→ **The problem**
Scan the entries below. List each line with "details".

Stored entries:
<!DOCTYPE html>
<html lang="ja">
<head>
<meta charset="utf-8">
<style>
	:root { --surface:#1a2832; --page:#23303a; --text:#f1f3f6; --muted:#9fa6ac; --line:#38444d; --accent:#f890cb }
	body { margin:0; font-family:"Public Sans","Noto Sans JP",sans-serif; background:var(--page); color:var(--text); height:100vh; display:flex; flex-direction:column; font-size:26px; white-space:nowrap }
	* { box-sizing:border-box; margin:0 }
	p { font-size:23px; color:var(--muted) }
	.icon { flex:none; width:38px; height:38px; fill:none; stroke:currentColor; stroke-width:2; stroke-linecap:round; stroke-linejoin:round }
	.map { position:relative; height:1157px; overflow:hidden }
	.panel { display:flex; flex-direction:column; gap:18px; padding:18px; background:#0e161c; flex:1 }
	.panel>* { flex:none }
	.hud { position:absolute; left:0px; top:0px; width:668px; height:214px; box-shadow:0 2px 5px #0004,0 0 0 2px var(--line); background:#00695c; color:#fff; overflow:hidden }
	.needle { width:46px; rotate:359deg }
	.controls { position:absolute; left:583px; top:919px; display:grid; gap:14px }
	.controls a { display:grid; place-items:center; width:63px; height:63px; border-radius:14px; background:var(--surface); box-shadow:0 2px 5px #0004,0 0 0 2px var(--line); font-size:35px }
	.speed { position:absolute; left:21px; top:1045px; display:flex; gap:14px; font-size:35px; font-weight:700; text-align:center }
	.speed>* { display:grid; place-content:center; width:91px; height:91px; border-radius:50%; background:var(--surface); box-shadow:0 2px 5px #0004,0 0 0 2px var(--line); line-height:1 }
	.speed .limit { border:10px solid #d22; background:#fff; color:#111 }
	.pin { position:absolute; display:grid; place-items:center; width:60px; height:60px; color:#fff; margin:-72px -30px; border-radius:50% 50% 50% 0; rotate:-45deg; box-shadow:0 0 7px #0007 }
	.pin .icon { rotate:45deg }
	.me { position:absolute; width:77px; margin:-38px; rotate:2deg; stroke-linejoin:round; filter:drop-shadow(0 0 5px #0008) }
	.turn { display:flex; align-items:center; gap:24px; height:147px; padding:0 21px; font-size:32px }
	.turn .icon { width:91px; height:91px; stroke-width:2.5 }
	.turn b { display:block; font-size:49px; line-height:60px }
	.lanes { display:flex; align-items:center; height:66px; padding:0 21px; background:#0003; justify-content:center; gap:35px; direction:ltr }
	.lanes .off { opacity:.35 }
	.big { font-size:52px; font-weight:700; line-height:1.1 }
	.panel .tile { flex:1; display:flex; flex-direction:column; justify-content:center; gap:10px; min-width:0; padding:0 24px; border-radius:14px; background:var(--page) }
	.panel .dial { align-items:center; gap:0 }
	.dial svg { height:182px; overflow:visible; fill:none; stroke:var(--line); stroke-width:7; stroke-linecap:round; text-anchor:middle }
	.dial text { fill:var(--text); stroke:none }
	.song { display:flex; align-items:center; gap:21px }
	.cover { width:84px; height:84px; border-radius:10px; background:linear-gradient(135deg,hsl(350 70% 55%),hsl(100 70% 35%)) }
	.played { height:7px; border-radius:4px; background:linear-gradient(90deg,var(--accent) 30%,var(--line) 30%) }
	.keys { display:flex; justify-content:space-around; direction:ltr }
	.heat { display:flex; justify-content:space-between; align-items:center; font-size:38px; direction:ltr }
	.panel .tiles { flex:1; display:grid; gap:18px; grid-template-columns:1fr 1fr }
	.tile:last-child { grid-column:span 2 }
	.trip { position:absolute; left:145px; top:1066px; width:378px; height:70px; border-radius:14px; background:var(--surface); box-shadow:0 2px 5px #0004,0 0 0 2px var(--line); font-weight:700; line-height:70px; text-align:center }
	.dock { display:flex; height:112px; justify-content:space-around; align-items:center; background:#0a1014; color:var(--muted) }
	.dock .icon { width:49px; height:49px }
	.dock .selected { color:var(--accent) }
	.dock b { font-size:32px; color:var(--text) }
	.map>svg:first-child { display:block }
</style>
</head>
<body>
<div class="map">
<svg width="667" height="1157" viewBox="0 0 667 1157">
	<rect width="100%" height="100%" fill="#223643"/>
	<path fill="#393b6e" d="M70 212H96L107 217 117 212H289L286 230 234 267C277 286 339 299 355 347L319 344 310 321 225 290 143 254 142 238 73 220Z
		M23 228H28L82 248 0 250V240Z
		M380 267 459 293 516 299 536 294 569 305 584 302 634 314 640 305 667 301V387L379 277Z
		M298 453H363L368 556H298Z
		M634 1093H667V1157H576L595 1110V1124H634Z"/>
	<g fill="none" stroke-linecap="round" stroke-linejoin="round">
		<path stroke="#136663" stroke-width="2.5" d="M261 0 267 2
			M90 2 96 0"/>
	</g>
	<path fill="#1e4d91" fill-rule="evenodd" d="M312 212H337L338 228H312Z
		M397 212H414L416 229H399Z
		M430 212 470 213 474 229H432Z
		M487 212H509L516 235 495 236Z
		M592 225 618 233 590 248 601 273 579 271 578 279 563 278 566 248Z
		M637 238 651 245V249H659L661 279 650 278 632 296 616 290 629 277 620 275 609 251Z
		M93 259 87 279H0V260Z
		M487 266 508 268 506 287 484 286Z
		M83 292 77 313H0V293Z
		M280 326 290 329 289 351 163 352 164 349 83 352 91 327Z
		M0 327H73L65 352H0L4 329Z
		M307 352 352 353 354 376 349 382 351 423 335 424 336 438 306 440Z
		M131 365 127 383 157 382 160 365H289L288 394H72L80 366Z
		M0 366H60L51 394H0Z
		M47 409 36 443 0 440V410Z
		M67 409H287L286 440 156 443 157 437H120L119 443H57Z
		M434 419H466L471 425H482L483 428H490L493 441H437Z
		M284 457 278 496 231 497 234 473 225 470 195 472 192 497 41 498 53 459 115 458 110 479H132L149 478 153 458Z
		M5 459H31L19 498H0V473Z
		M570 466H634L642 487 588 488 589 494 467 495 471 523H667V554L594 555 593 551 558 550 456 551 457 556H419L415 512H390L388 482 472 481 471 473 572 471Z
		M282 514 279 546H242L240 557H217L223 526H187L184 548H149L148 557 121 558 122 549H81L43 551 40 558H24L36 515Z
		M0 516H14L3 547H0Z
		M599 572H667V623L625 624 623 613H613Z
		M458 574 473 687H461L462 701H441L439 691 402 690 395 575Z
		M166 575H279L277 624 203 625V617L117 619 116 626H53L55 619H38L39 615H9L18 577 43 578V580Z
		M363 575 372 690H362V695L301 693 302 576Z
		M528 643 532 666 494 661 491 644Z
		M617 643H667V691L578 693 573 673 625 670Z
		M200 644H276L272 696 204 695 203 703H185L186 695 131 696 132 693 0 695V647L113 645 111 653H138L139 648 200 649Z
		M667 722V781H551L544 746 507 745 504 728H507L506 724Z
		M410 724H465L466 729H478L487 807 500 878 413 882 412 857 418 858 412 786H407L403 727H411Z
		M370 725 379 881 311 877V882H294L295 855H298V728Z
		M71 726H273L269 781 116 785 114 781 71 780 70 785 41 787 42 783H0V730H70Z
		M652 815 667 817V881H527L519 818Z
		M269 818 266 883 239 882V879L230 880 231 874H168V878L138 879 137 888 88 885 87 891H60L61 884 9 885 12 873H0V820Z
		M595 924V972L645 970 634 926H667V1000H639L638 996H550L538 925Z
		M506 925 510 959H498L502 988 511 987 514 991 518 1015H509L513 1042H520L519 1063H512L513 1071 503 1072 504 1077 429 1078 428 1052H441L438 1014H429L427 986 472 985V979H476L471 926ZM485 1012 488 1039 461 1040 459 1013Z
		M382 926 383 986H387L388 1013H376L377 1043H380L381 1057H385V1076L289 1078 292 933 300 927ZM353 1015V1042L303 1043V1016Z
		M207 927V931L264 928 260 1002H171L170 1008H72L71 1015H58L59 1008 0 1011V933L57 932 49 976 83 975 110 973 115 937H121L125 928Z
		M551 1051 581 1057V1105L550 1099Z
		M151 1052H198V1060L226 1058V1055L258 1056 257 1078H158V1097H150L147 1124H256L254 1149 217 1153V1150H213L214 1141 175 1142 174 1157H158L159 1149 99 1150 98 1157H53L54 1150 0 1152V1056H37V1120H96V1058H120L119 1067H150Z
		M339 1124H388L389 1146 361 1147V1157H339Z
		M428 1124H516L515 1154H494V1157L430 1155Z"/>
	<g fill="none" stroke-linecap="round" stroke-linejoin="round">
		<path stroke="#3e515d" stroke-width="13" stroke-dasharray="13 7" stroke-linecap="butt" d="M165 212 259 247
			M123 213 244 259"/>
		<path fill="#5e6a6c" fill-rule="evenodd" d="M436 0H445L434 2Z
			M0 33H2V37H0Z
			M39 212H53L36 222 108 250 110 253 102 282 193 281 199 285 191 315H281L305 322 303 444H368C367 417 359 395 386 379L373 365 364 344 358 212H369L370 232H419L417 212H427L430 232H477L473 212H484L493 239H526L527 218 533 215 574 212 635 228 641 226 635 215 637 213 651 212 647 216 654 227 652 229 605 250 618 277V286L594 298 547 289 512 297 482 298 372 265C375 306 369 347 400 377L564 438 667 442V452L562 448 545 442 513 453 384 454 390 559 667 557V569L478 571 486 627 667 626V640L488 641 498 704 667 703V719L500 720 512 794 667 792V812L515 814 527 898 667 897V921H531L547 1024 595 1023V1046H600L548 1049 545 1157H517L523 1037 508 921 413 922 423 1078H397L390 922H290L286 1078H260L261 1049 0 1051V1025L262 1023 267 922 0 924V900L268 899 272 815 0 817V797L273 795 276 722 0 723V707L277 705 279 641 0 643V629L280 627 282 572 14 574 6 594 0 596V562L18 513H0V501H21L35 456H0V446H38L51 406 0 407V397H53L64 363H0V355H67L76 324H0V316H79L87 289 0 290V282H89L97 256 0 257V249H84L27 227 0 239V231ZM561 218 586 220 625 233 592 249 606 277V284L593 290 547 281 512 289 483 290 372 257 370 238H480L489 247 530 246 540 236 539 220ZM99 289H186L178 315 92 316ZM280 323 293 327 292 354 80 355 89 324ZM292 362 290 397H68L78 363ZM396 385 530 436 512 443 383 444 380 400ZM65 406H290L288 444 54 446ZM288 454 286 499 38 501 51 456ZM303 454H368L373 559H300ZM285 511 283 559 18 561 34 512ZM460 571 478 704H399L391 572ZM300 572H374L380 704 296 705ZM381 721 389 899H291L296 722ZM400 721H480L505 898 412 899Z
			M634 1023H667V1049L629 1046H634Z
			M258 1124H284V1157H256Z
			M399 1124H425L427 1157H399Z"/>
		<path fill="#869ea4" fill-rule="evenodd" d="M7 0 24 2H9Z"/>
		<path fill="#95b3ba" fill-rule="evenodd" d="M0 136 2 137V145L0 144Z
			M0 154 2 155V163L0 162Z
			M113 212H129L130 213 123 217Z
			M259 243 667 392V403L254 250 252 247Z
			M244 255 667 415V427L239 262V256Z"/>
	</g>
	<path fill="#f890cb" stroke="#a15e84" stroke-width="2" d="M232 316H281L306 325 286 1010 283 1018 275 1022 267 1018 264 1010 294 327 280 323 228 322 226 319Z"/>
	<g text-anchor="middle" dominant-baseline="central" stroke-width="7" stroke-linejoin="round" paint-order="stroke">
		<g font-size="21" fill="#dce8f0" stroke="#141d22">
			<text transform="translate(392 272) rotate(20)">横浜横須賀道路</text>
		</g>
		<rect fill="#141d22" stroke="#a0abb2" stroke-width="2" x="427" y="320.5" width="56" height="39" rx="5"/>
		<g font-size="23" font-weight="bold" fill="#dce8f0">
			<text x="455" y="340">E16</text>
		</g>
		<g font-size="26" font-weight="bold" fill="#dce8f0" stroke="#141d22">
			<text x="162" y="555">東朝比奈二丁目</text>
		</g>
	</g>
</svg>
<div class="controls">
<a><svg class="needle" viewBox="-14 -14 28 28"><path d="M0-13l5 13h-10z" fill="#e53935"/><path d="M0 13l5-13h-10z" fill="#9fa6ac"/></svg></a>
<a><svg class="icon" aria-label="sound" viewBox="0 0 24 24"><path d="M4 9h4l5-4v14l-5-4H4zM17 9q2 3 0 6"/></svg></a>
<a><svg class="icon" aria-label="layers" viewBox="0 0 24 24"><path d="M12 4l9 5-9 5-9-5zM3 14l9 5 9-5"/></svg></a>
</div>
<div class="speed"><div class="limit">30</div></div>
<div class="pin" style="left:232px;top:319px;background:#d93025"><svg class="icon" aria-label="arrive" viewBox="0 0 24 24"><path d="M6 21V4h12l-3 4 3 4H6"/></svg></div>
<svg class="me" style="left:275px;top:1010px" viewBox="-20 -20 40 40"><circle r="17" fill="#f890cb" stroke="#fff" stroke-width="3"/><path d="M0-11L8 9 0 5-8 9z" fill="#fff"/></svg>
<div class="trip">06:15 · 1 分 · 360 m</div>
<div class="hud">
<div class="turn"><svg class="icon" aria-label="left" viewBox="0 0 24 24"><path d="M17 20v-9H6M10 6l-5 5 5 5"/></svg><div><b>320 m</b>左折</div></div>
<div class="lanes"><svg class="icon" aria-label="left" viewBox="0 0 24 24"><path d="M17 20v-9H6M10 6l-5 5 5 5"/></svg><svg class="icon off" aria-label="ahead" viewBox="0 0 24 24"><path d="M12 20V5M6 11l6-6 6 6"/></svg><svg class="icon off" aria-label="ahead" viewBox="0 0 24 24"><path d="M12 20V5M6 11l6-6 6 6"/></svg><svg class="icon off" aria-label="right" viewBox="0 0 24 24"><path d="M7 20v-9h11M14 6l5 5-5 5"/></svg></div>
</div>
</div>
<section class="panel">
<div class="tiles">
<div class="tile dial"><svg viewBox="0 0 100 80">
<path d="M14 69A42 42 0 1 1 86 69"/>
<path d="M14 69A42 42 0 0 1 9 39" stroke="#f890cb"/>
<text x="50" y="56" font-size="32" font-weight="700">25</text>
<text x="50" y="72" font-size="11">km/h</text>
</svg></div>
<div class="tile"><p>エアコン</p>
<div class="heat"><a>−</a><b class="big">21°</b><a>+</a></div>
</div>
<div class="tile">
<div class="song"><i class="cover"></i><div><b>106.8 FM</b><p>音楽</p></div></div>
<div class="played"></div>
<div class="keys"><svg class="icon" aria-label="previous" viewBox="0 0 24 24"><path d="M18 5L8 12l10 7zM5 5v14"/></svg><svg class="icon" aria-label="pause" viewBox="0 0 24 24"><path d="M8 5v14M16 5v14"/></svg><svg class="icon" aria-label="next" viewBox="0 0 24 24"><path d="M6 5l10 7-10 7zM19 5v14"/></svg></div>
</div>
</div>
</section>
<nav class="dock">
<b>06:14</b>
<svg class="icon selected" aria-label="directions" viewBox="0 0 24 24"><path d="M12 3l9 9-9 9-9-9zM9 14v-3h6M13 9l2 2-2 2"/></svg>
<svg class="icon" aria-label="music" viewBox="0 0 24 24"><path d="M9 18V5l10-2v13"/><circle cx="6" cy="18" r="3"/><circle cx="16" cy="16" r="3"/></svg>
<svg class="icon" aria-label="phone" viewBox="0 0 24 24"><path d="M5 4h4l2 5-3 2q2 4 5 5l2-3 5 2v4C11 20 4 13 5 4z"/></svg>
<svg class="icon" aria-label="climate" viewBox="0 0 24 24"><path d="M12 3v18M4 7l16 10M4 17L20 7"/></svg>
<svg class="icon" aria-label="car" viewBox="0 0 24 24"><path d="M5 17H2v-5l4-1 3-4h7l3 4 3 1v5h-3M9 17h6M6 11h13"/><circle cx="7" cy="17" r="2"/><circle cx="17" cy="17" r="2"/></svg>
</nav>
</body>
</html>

* * *

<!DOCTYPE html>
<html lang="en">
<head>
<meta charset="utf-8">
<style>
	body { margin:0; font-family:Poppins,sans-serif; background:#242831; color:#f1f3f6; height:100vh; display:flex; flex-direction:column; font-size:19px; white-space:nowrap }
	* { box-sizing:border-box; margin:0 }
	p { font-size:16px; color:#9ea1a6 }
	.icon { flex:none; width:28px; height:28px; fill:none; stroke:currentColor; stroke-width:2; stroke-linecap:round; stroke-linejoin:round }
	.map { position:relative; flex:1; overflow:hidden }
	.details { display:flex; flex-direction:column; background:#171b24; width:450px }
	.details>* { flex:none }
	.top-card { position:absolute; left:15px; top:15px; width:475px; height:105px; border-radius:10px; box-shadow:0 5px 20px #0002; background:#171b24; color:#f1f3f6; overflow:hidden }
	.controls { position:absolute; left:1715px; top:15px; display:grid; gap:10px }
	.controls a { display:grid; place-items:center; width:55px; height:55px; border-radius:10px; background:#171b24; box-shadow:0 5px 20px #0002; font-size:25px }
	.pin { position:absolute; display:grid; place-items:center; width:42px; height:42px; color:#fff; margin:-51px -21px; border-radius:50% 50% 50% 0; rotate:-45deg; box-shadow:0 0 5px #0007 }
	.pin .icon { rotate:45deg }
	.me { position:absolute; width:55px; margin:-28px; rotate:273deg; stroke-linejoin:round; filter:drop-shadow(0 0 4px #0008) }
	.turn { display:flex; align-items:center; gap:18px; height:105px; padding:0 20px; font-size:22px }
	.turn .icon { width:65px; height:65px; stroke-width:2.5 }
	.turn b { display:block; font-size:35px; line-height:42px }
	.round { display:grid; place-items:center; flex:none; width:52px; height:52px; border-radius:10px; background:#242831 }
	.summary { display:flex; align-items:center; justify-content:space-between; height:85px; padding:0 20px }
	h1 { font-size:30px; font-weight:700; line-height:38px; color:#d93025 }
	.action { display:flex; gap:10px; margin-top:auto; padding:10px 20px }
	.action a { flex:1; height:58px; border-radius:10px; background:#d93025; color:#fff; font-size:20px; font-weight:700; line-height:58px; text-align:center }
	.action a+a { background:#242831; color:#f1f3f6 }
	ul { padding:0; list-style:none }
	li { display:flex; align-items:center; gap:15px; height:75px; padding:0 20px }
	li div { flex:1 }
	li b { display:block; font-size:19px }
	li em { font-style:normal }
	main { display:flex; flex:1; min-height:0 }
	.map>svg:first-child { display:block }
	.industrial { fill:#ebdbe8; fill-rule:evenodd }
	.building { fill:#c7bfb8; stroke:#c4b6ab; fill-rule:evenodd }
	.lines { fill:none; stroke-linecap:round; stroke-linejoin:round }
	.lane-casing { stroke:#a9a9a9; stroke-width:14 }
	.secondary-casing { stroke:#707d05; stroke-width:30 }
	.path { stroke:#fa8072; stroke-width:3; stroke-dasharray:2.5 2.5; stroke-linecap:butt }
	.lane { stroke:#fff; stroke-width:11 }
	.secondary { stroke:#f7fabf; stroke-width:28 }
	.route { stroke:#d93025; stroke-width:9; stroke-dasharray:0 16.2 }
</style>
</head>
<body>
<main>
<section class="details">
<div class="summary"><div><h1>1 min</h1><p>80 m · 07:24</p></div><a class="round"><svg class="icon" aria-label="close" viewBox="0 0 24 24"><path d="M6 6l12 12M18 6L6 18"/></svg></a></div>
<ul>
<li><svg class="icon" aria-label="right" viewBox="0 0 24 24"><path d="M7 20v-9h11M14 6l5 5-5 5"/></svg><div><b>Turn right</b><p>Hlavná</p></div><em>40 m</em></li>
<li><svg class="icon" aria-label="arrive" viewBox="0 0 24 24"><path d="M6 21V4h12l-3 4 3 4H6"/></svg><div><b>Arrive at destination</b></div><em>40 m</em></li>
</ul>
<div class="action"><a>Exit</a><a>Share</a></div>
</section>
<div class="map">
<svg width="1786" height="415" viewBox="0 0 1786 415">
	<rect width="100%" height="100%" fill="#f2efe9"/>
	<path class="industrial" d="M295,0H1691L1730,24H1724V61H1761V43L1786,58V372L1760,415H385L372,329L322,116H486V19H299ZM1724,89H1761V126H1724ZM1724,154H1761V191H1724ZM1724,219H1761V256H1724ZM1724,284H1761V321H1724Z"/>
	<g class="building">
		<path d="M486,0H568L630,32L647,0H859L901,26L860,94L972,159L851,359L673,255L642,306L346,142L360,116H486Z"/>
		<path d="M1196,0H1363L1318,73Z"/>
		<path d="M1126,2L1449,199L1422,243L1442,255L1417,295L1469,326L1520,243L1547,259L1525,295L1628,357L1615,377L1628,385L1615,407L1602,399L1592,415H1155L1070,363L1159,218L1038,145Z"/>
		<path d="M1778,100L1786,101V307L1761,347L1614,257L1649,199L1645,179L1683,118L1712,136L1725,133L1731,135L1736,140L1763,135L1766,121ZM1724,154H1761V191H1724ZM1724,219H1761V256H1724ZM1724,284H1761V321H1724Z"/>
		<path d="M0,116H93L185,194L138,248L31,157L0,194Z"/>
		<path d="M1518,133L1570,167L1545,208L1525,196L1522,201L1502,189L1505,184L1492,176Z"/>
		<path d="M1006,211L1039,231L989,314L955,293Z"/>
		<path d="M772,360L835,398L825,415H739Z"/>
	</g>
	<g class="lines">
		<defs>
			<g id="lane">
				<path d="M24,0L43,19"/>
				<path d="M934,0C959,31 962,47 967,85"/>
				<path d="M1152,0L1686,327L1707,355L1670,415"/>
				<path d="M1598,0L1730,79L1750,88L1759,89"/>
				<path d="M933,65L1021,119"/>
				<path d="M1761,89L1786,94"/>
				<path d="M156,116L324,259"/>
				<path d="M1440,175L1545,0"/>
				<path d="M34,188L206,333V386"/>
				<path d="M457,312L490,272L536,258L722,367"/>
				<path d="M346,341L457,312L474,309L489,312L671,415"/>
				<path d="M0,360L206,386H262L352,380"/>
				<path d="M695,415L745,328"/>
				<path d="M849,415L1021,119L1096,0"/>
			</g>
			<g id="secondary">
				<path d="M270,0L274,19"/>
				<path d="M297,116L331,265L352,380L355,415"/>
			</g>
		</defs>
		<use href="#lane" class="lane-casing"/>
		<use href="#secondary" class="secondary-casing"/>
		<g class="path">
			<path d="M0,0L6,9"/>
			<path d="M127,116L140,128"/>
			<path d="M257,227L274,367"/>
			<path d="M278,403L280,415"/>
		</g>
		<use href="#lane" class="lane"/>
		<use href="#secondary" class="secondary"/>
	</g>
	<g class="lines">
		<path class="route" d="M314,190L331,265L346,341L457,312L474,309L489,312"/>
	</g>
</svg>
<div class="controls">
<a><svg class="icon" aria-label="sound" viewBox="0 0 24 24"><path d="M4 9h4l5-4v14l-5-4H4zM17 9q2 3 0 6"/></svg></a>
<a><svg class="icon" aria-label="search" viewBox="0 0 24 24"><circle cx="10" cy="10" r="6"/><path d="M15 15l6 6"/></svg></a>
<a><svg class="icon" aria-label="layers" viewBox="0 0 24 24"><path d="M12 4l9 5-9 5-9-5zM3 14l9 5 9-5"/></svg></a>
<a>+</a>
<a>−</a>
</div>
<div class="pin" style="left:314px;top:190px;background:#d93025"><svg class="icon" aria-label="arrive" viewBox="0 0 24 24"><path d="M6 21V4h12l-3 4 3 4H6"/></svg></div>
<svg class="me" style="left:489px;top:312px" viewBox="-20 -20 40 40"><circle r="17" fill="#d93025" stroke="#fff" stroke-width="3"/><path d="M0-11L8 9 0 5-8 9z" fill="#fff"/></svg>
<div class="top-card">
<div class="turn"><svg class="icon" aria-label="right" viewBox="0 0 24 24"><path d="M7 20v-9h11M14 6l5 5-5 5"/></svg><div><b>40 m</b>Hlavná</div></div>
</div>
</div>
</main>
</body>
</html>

→ **Answer space**
	.details { display:flex; flex-direction:column; background:#171b24; width:450px }
	.details>* { flex:none }
<section class="details">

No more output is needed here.